Van die tweede keer dat ik ging heb ik wel verteld, ik ging toen dus alleen, 14 jaar. Mijn moeder had alles via een reisbureau geregeld. De trein kwam te laat aan in Basel. De trein naar Zürich was dus al weg, de trein naar Zug en nog later naar Walchwil ook. Alles op moeten zoeken. In Wachwil dachten de mensen dat ik niet meer kwam, kon ik ’s avonds in het donker met mijn koffer in mijn ééntje die berg op. Toen ik eindelijk doodmoe aankwam was de deur al dicht.. Ik weet nog wel dat ik flink heb gehuild.

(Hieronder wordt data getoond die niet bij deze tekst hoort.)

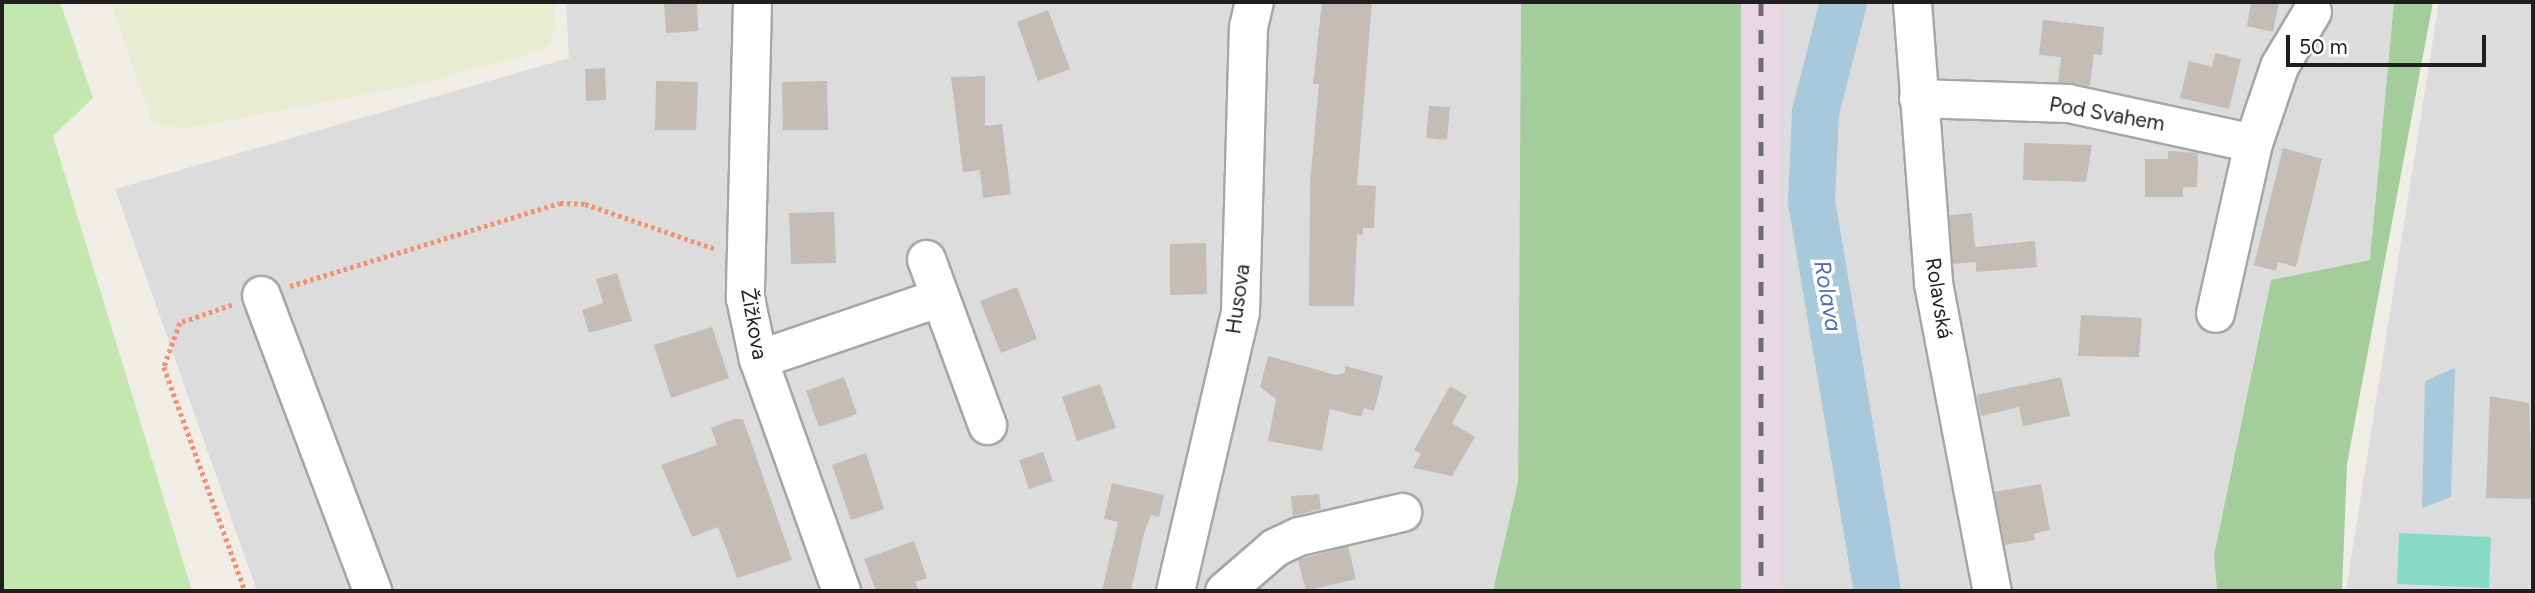 <!DOCTYPE html>
<html>
<head>
<meta charset="utf-8">
<style>
	body { margin:0 }
	#map { position:relative; width:2535px; height:593px; overflow:hidden; background:#efede6; font-family:Figtree,sans-serif }
	div>[style] { position:absolute }
	.residential>* { inset:0; background:#dddcdc }
	.industrial>* { inset:0; background:#e8d8e3 }
	.farmland>* { inset:0; background:#e8edd2 }
	.grass>* { inset:0; background:#c3e7ae }
	.forest>* { inset:0; background:#a4cd9c }
	.pitch>* { inset:0; background:#87dbc5 }
	.water>* { inset:0; background:#a8c9db }
	.river>* { height:47px; margin:-23.5px; padding:0 23.5px; transform-origin:23.5px; border-radius:23.5px; background:#a8c9db }
	.building>* { inset:0; background:#c4bdb5 }
	.path>* { height:4.5px; margin-top:-2.25px; transform-origin:0; background:repeating-linear-gradient(90deg,#f49072 0 3.5px,transparent 0 7px) }
	.roads { filter:drop-shadow(2px 0 #a6a6a6) drop-shadow(-2px 0 #a6a6a6) drop-shadow(0 2px #a6a6a6) drop-shadow(0 -2px #a6a6a6) }
	.minor>* { height:37px; margin:-18.5px; padding:0 18.5px; transform-origin:18.5px; border-radius:18.5px; background:#fff }
	.rail>* { height:5px; margin-top:-2.5px; transform-origin:0; background:repeating-linear-gradient(90deg,#6d6d6d 0 14px,transparent 0 28px) }
	span { translate:-50% -50%; white-space:nowrap; text-align:center; line-height:1.15; -webkit-text-stroke:7px #fff; paint-order:stroke }
	.street-label { font-size:21px; color:#1f1f1f }
	.water-label { font-size:23px; color:#4f71ab; font-style:italic }
	.frame { position:absolute; inset:0; border:4px solid #1f1f1f; pointer-events:none }
	.scale { position:absolute; left:2286px; top:35px; width:200px; height:32px; box-sizing:border-box; border:4px solid #1f1f1f; border-top:0; padding-left:9px; font-size:21px; line-height:24px; white-space:nowrap; color:#1f1f1f; -webkit-text-stroke:5px #fff; paint-order:stroke }
</style>
</head>
<body>
<div id="map">
	<div class="residential">
		<div style="clip-path:polygon(566px 2px,1521px 2px,1518px 482px,1493px 591px,257px 591px,115px 189px,569px 58px)"></div>
		<div style="clip-path:polygon(1781px 2px,2394px 2px,2370px 261px,2271px 280px,2214px 554px,2217px 591px,1781px 591px)"></div>
		<div style="clip-path:polygon(2439px 2px,2533px 2px,2533px 591px,2346px 591px)"></div>
	</div>
	<div class="industrial">
		<div style="clip-path:polygon(1741px 2px,1781px 2px,1781px 591px,1741px 591px)"></div>
	</div>
	<div class="farmland">
		<div style="clip-path:polygon(110px 2px,554px 2px,555px 21px,551px 45px,521px 57px,410px 86px,183px 129px,153px 123px)"></div>
	</div>
	<div class="grass">
		<div style="clip-path:polygon(2px 2px,60px 2px,93px 98px,53px 136px,192px 591px,2px 591px)"></div>
	</div>
	<div class="forest">
		<div style="clip-path:polygon(1521px 2px,1741px 2px,1741px 591px,1493px 591px,1518px 482px)"></div>
		<div style="clip-path:polygon(2394px 2px,2433px 2px,2347px 464px,2342px 591px,2217px 591px,2214px 555px,2271px 280px,2370px 260px)"></div>
	</div>
	<div class="pitch">
		<div style="clip-path:polygon(2399px 533px,2491px 537px,2489px 588px,2397px 584px)"></div>
	</div>
	<div class="water">
		<div style="clip-path:polygon(2455px 368px,2451px 497px,2422px 508px,2425px 381px)"></div>
	</div>
	<div class="river">
		<div style="left:1843px;top:2px;width:114px;rotate:104.3deg"></div>
		<div style="left:1815px;top:112px;width:89px;rotate:92.6deg"></div>
		<div style="left:1811px;top:201px;width:396px;rotate:80.4deg"></div>
	</div>
	<div class="building">
		<div style="clip-path:polygon(664px 2px,697px 2px,698px 31px,666px 33px)"></div>
		<div style="clip-path:polygon(1322px 2px,1372px 2px,1357px 185px,1376px 186px,1374px 228px,1363px 228px,1363px 235px,1357px 234px,1354px 306px,1309px 306px,1310px 183px,1319px 84px,1313px 84px)"></div>
		<div style="clip-path:polygon(2251px 2px,2279px 2px,2273px 32px,2247px 26px)"></div>
		<div style="clip-path:polygon(1048px 10px,1070px 69px,1038px 81px,1017px 22px)"></div>
		<div style="clip-path:polygon(2043px 20px,2104px 27px,2102px 55px,2094px 54px,2090px 86px,2058px 82px,2061px 57px,2039px 55px)"></div>
		<div style="clip-path:polygon(2215px 53px,2241px 59px,2229px 109px,2180px 98px,2189px 61px,2212px 67px)"></div>
		<div style="clip-path:polygon(605px 68px,606px 100px,586px 101px,585px 69px)"></div>
		<div style="clip-path:polygon(985px 76px,985px 126px,1002px 124px,1011px 194px,983px 198px,980px 170px,963px 172px,951px 77px)"></div>
		<div style="clip-path:polygon(656px 81px,698px 82px,696px 130px,655px 130px)"></div>
		<div style="clip-path:polygon(827px 81px,828px 130px,783px 130px,782px 82px)"></div>
		<div style="clip-path:polygon(1429px 106px,1450px 107px,1447px 140px,1426px 138px)"></div>
		<div style="clip-path:polygon(2024px 143px,2092px 145px,2086px 182px,2023px 180px)"></div>
		<div style="clip-path:polygon(2283px 148px,2322px 159px,2296px 267px,2278px 262px,2276px 271px,2254px 265px)"></div>
		<div style="clip-path:polygon(2168px 151px,2198px 153px,2197px 187px,2183px 187px,2183px 197px,2145px 197px,2145px 159px,2168px 159px)"></div>
		<div style="clip-path:polygon(834px 212px,836px 263px,791px 264px,789px 213px)"></div>
		<div style="clip-path:polygon(1972px 213px,1975px 247px,2035px 241px,2037px 267px,1976px 272px,1976px 262px,1953px 264px,1949px 215px)"></div>
		<div style="clip-path:polygon(1206px 243px,1207px 294px,1170px 295px,1170px 244px)"></div>
		<div style="clip-path:polygon(617px 273px,632px 321px,589px 333px,582px 310px,603px 303px,596px 279px)"></div>
		<div style="clip-path:polygon(1017px 287px,1037px 339px,1001px 353px,980px 301px)"></div>
		<div style="clip-path:polygon(2081px 315px,2142px 318px,2139px 357px,2078px 356px)"></div>
		<div style="clip-path:polygon(712px 327px,729px 378px,671px 398px,654px 345px)"></div>
		<div style="clip-path:polygon(1268px 356px,1336px 375px,1345px 373px,1345px 366px,1383px 376px,1374px 411px,1364px 408px,1361px 417px,1330px 409px,1322px 451px,1268px 441px,1276px 399px,1260px 387px)"></div>
		<div style="clip-path:polygon(844px 377px,857px 414px,819px 427px,806px 391px)"></div>
		<div style="clip-path:polygon(2061px 377px,2070px 416px,2023px 426px,2019px 407px,1981px 416px,1977px 395px)"></div>
		<div style="clip-path:polygon(1100px 384px,1116px 428px,1077px 441px,1062px 397px)"></div>
		<div style="clip-path:polygon(1450px 386px,1467px 396px,1452px 423px,1475px 437px,1452px 476px,1413px 468px,1421px 454px,1414px 450px)"></div>
		<div style="clip-path:polygon(2490px 396px,2529px 403px,2533px 499px,2486px 498px)"></div>
		<div style="clip-path:polygon(734px 419px,743px 419px,792px 560px,737px 578px,718px 527px,692px 537px,661px 465px,717px 445px,711px 428px)"></div>
		<div style="clip-path:polygon(1043px 452px,1053px 481px,1029px 489px,1019px 460px)"></div>
		<div style="clip-path:polygon(866px 453px,884px 509px,851px 520px,832px 465px)"></div>
		<div style="clip-path:polygon(1112px 483px,1164px 495px,1159px 517px,1151px 515px,1144px 533px,1131px 591px,1102px 591px,1118px 522px,1104px 519px)"></div>
		<div style="clip-path:polygon(2041px 484px,2050px 530px,2034px 534px,2035px 540px,2005px 545px,1994px 492px)"></div>
		<div style="clip-path:polygon(1319px 494px,1321px 509px,1293px 516px,1291px 496px)"></div>
		<div style="clip-path:polygon(914px 541px,927px 578px,915px 582px,919px 591px,876px 591px,864px 559px)"></div>
		<div style="clip-path:polygon(1348px 546px,1356px 579px,1306px 591px,1298px 560px)"></div>
	</div>
	<div class="path">
		<div style="left:290px;top:286px;width:282px;rotate:-17.1deg"></div>
		<div style="left:560px;top:203px;width:25px;rotate:2deg"></div>
		<div style="left:585px;top:204px;width:139px;rotate:19deg"></div>
		<div style="left:232px;top:305px;width:55px;rotate:160.9deg"></div>
		<div style="left:180px;top:323px;width:47px;rotate:110deg"></div>
		<div style="left:164px;top:367px;width:238px;rotate:70.1deg"></div>
	</div>
	<div class="roads">
		<div class="minor">
			<div style="left:752px;top:2px;width:296px;rotate:91.4deg"></div>
			<div style="left:745px;top:298px;width:62px;rotate:78deg"></div>
			<div style="left:758px;top:359px;width:246px;rotate:70.3deg"></div>
			<div style="left:1912px;top:2px;width:282px;rotate:85.7deg"></div>
			<div style="left:1933px;top:283px;width:314px;rotate:79.2deg"></div>
			<div style="left:1918px;top:98px;width:150px;rotate:1.9deg"></div>
			<div style="left:2068px;top:103px;width:189px;rotate:12.2deg"></div>
			<div style="left:2253px;top:143px;width:174px;rotate:102.6deg"></div>
			<div style="left:2253px;top:143px;width:81px;rotate:-71.3deg"></div>
			<div style="left:2279px;top:66px;width:64px;rotate:-59deg"></div>
			<div style="left:926px;top:259px;width:177px;rotate:69.8deg"></div>
			<div style="left:261px;top:295px;width:316px;rotate:69.4deg"></div>
			<div style="left:758px;top:359px;width:192px;rotate:-18.8deg"></div>
			<div style="left:1175px;top:591px;width:287px;rotate:-76.9deg"></div>
			<div style="left:1240px;top:311px;width:284px;rotate:-88.4deg"></div>
			<div style="left:1248px;top:27px;width:26px;rotate:-77deg"></div>
			<div style="left:1224px;top:591px;width:67px;rotate:-40.8deg"></div>
			<div style="left:1275px;top:547px;width:26px;rotate:-25deg"></div>
			<div style="left:1299px;top:536px;width:106px;rotate:-13.1deg"></div>
		</div>
	</div>
	<div class="rail">
		<div style="left:1761px;top:2px;width:589px;rotate:90deg"></div>
	</div>
	<div class="street-label">
		<span style="left:2107px;top:114px;rotate:10deg">Pod Svahem</span>
		<span style="left:1939px;top:298px;rotate:81deg">Rolavská</span>
		<span style="left:1238px;top:299px;rotate:-82deg">Husova</span>
		<span style="left:754px;top:324px;rotate:80deg">Žižkova</span>
	</div>
	<div class="water-label">
		<span style="left:1828px;top:296px;rotate:80deg">Rolava</span>
	</div>
	<div class="frame"></div>
	<div class="scale">50 m</div>
</div>
</body>
</html>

Nog snap ik niet hoe mijn moeder me heeft durven laten gaan. Geen telefoon, de treinen reden nog niet zo goed als nu, mijn talen sprak ik nog niet, ze moest een week op mijn post wachten of ik wel goed aangekomen was. Enfin, je oma is er niet slechter van geworden en ik heb er een leuke tijd gehad.